Family First did not do this. When it presented results and disseminated research through its publications, the Board held that it did so predominantly to advance its point of view.

What did the High Court say?

The High Court agreed with the Board. It said that Family First’s primary activity is advocacy for a specific viewpoint, which it carries out by holding an annual conference and publishing material that contains opinion and information supportive of its viewpoint.

The High Court said that there was a distinction between promoting the role of family in society and promoting one form of family. The former was charitable status but the latter was not. The High Court said that an organisation that first and foremost promotes the traditional family unit cannot be for the public benefit because this model runs contrary to human rights law which now prohibits discrimination on this basis. The High Court also noted other obstacles to Family First’s charitable status, including its advocating for the lessening of access to abortion and for its rejection of any legislation enabling assisted death.

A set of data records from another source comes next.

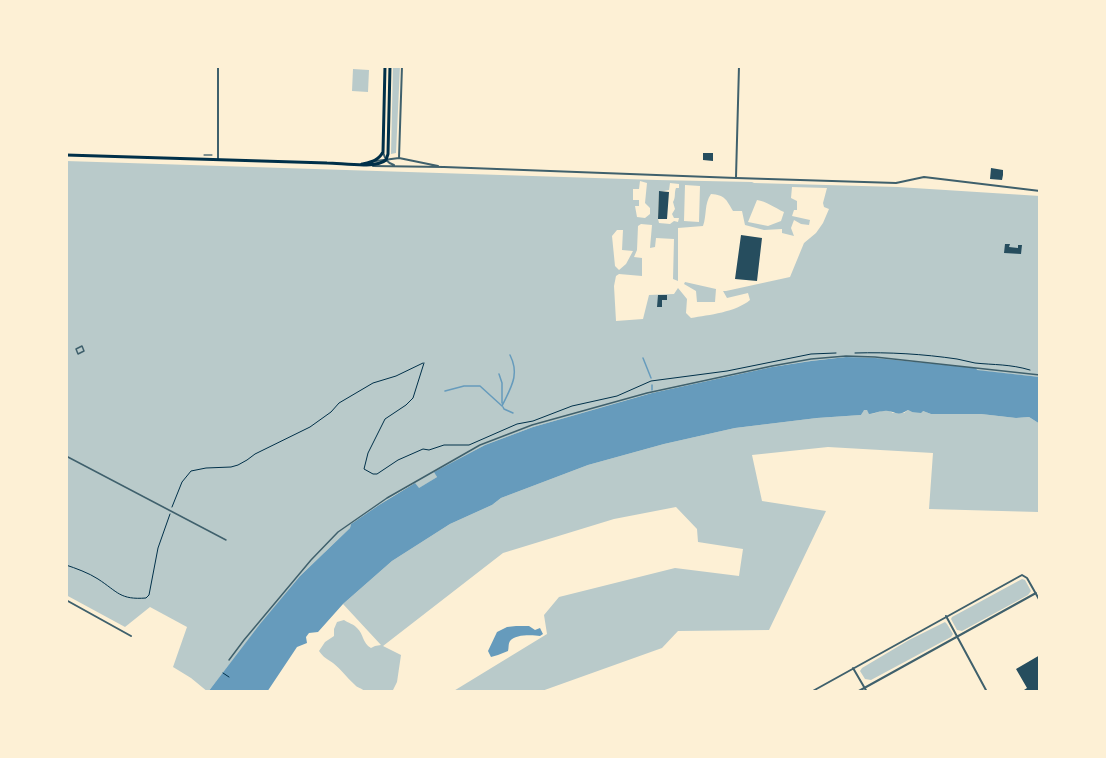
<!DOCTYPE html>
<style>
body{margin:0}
#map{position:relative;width:1106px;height:758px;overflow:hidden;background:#fdf0d5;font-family:"Golos Text",sans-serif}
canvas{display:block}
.frame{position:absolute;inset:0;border:68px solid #fdf0d5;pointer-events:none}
</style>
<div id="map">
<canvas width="1106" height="758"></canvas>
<div class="frame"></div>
</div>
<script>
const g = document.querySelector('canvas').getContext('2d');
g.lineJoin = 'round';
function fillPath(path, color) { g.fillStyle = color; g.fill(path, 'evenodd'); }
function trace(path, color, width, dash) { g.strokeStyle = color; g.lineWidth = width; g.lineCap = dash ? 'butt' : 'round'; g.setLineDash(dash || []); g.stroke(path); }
const green = new Path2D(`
 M393,66H400L396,153L391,154Z
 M353,69L369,70L368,92L352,91Z
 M66,161L657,180L752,182L754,183L898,187L1040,196V377L846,357L811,361L772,367L652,393L533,427L485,445L435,472L437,477L418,489L414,483L379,505L351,524L350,528L300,576L260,625L208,692L191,678L173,667L187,627L150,607L125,627L66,595ZM640,181L647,183L645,203L650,208V214L645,218L637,217L635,206H639V200H633V189H639ZM670,183L679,184V188H676C674,193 676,197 673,202L675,209L672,214L674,218H679L678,222L674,221L670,224L659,223L658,219L659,192L669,190ZM685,185L700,186L699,222L684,221ZM792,187L827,188L823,203L824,207L829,209L823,223L816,233L804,243L790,277L726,291H723L727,298L748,293L750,300C736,312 709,315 691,318L686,313L687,299L678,288L674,294L649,295L643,319L616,321L614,286L616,276L619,274L642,276V258L634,257L637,250L638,226L641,224L652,225L650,248L655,247L656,238L674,239L673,279L678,281V228L703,226C707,215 704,204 711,194C725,195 726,199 733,211H742L745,225L764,230L782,229V233L794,236L791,228L794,220L801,224L809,225L810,220L792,216L794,210H797V201L791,198ZM757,200C766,201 775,208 784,212L781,221L768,226L748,222ZM617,230H623L622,250L633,251L626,264L619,270L615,266L612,236Z
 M685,282L716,289L715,302H697L696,291L684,284Z
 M863,410H867L872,414L884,410H888L893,413H904L908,410L912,412L923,411L931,414H981L1016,418L1029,417L1040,424V526L1038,512L929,509L933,453L828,447L752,455L762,501L826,511L769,630L678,631L662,648L539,692H452L547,634L544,615L559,597L675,568L739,576L743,549L698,542L697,529L676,507L614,519L503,553L383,646L401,655L397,682L392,692H366C362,688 357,688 354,684C347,678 341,669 333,663C327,659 323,657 319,651L325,642L334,636V629L337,622L344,620C348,623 354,624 357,628C364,634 362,643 371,648L375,646L381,645L343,604L392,561L450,524L492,505L501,498L588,465L664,444L735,428L817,418L861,415Z
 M1022,579L1025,580L1031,591L1028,595L962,631L957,630L951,619L952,617Z
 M945,622L947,624L953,634L951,637L871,680L865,679L860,671L862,668L909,640Z`);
const water = new Path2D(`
 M846,357L875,358L976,368L977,370L1040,377V424L1029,417L1016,418L981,414H931L923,411L921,413L912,412L908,410C896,418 893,409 884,411C878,411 874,414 869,414L867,410H864L861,415L817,418L735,428L664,444L588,465L501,498L492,505L450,524L392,561L343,604L318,632L309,633L306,637L307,643L297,647L267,692H208L260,624L300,576L350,528L351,524L379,505L415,483L419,488L437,477L434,472L485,445L533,427L652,393L772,367L811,361Z
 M516,626H529L535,630L540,628L543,634L540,636C533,635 515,634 510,641C508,644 509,648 508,651L498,655L491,657L488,651L497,632L507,627Z`);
const stream = new Path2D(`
 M643,358L651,378
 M499,374L502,383V403
 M652,385V390
 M445,391L464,386H480L502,406C511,387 520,375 510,355
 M503,407L504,409L513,413`);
const building = new Path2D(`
 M703,153H713V161L703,160Z
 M991,168L1003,170V175L1002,180L990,179Z
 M659,191L669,192L667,219H658Z
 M741,235L762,238L757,281L735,279Z
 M1005,244H1010L1009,247L1018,248V245H1022L1021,254L1004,253Z
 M658,295H667V300H662V307H657Z
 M1040,655V692H1025L1024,690L1027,688L1016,669Z`);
const path = new Path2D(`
 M204,155H212
 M855,353C889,352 923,354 957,359C963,360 969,362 975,363C994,365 1010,364 1030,370
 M424,363L413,398L406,405L385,419L368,453L364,469L373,474H377L398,460L423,449L429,450L444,445H469L517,424L533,421L572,406L617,396L651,381L727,371L811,354L836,353
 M172,507L182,482L191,471L206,468L231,467L238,465L247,460L255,454L310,427L331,412L339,403L373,383L396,376L423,363
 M66,565C75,568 89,573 98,579C118,592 120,600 146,598L149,595L158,548L170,514
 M223,673L229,677`);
const pedestrian = new Path2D(`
 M82,346L84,351L78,354L76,349Z
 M66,456L226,540
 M229,660L244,640L311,560L338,532L387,498L480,445L532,425L647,393L772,366L811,359L846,356L875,357L1040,375`);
const minor = new Path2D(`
 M218,66V159
 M736,177L739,66
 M66,600L131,636
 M946,616L987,692
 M853,668L867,692
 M811,692L1022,575L1027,578L1040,601
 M857,692L1036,593`);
const tertiary = new Path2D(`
 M383,152C385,159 387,163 394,165
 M399,158L402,66
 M376,161L399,158L438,166
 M373,166L444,167L736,178L896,183L924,177L1040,191`);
const secondary = new Path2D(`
 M66,155L327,163C342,163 375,169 386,160L388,154L390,66
 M362,164C371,162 378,161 383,152L385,66`);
fillPath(green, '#b9caca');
fillPath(water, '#669bbc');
trace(stream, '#669bbc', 1.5);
fillPath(building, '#264d5e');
trace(path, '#003049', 1);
trace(pedestrian, '#3f606c', 1.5);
trace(minor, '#3f606c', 2);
trace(tertiary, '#3f606c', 2);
trace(secondary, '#003049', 3);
</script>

The implications for Australian charities

Australian charities which advocate for heterosexual marriage might be unsure about the impact of this case. The Salvation Army in Australia has publically expressed concern that its charitable status could be at risk due to the recent legalisation of same-sex marriage. However, an Australian High Court case in 2010 confirmed that advocacy does not disqualify a charity from maintaining charitable status. In that case, “the generation by lawful means of public debate … concerning the efficiency of foreign aid directed to the relief of poverty” was a charitable purpose beneficial to the community. We remind charities that if the charity has a main purpose that is charitable, such as advancing religion or advancing education, and its main purpose is for the public benefit, then the charity is permitted to have purposes or engage in activities that are non-charitable as long as that purpose or activity is:

  • incidental or ancillary to the charity’s main charitable purpose; and
  • not engaging in, or promoting, activities that are unlawful or contrary to public policy; and
  • not promoting or opposing a political party or a candidate for political office.